AI engines increasingly favor fresh information, especially for topics that change. Build a habit of updating your key pages with recent data, current examples, and visible dates. A page that signals it is live and maintained gets preferred over one that looks abandoned, even on the same domain.

This is where a named framework I use, the freshness cadence, earns its place. Set a schedule to revisit your core answer pages on a fixed rhythm, refreshing data and examples, so the models consistently read your content as current. Freshness is not a one-time task. It is a maintenance habit that compounds trust over time.

Step eight: measure citations, not rankings

Traditional SEO trained everyone to watch rankings. AEO requires a different scoreboard.
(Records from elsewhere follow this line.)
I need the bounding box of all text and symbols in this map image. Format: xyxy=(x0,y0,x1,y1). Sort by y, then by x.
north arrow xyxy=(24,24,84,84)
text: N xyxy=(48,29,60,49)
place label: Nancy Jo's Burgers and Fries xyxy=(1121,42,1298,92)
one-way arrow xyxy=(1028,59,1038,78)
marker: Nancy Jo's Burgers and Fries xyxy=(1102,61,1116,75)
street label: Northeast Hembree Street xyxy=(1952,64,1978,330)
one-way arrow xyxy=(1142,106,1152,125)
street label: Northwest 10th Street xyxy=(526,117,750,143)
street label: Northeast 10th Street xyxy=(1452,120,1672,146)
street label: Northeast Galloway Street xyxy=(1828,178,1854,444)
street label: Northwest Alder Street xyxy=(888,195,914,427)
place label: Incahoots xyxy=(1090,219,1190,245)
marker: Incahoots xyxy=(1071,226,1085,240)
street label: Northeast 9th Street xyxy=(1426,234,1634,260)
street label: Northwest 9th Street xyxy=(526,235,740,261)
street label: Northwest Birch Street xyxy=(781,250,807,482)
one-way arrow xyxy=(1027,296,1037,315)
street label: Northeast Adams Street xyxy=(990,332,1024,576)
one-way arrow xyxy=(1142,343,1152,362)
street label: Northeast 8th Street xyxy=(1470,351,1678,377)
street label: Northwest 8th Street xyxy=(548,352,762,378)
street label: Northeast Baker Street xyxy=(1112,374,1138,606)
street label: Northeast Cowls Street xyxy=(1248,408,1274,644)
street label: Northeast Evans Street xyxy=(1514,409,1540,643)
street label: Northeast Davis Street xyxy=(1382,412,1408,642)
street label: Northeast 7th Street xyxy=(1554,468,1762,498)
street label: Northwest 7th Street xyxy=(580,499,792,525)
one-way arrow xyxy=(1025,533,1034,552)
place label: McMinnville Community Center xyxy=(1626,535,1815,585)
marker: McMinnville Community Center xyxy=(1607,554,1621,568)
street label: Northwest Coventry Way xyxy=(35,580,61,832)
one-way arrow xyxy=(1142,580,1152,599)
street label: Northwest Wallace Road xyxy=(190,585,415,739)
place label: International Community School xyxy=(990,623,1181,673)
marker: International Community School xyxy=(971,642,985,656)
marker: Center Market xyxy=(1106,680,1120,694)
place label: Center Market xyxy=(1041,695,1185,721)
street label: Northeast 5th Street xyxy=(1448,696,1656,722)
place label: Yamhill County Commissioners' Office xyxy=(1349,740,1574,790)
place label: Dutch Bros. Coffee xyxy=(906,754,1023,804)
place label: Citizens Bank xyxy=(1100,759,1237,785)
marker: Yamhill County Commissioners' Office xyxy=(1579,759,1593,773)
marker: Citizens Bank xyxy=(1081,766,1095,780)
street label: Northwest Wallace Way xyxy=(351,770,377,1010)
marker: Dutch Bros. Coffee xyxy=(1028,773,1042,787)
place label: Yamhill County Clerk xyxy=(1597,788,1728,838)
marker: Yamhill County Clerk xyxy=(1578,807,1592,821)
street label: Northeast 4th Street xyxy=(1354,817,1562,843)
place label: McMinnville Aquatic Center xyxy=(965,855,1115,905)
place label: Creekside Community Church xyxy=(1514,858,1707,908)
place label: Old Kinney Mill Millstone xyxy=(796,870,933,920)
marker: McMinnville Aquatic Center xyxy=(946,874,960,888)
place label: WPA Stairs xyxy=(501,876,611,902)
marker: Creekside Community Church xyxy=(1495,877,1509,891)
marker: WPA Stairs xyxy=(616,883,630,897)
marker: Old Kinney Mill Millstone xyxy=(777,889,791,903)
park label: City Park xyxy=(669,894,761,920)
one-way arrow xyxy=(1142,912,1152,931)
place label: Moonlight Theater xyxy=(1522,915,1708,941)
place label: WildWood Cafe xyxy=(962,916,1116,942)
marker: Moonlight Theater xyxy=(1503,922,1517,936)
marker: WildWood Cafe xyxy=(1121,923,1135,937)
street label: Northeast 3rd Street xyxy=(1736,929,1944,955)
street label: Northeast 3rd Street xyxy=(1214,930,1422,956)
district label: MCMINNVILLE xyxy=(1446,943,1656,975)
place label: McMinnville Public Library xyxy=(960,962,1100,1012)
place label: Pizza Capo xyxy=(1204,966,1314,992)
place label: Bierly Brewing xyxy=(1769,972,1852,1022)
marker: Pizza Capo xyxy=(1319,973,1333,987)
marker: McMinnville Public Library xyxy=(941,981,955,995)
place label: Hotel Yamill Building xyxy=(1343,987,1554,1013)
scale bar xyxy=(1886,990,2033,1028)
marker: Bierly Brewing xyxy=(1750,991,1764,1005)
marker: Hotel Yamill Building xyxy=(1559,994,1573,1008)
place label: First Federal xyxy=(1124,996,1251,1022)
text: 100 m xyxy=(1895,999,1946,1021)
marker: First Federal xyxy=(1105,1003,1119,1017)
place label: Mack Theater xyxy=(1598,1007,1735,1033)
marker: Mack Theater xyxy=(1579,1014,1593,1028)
Re-run your target prompts on a regular schedule and track how often you are mentioned, whether the mention is accurate, and whether the framing is positive. That is your real progress metric.

Referral traffic from AI platforms is a secondary signal worth watching, but the primary one is presence and accuracy inside the answers themselves. A brand can be cited badly, and catching an inaccurate citation is as valuable as earning a new one. Measure the thing that actually matters, which is what the machine says about you when a buyer asks.

Step nine: run it as a loop, not a launch

The final step is a mindset shift. An AEO strategy is not a project you complete. It is a loop you run: define prompts, audit, build, earn trust, measure, then refine your prompts and content based on what you learned, and go again. The models change, competitors publish, and your baseline moves.

The brands winning at AI search treat it exactly like this, as an ongoing operating rhythm rather than a one-time push. Run the loop for two or three quarters and the compounding becomes obvious: citations you earned early make the next ones easier, coverage builds on coverage, and your presence in AI answers becomes a durable asset instead of a lucky hit. Create your AEO strategy as a loop from day one, and you build something that keeps paying out long after the initial work is done.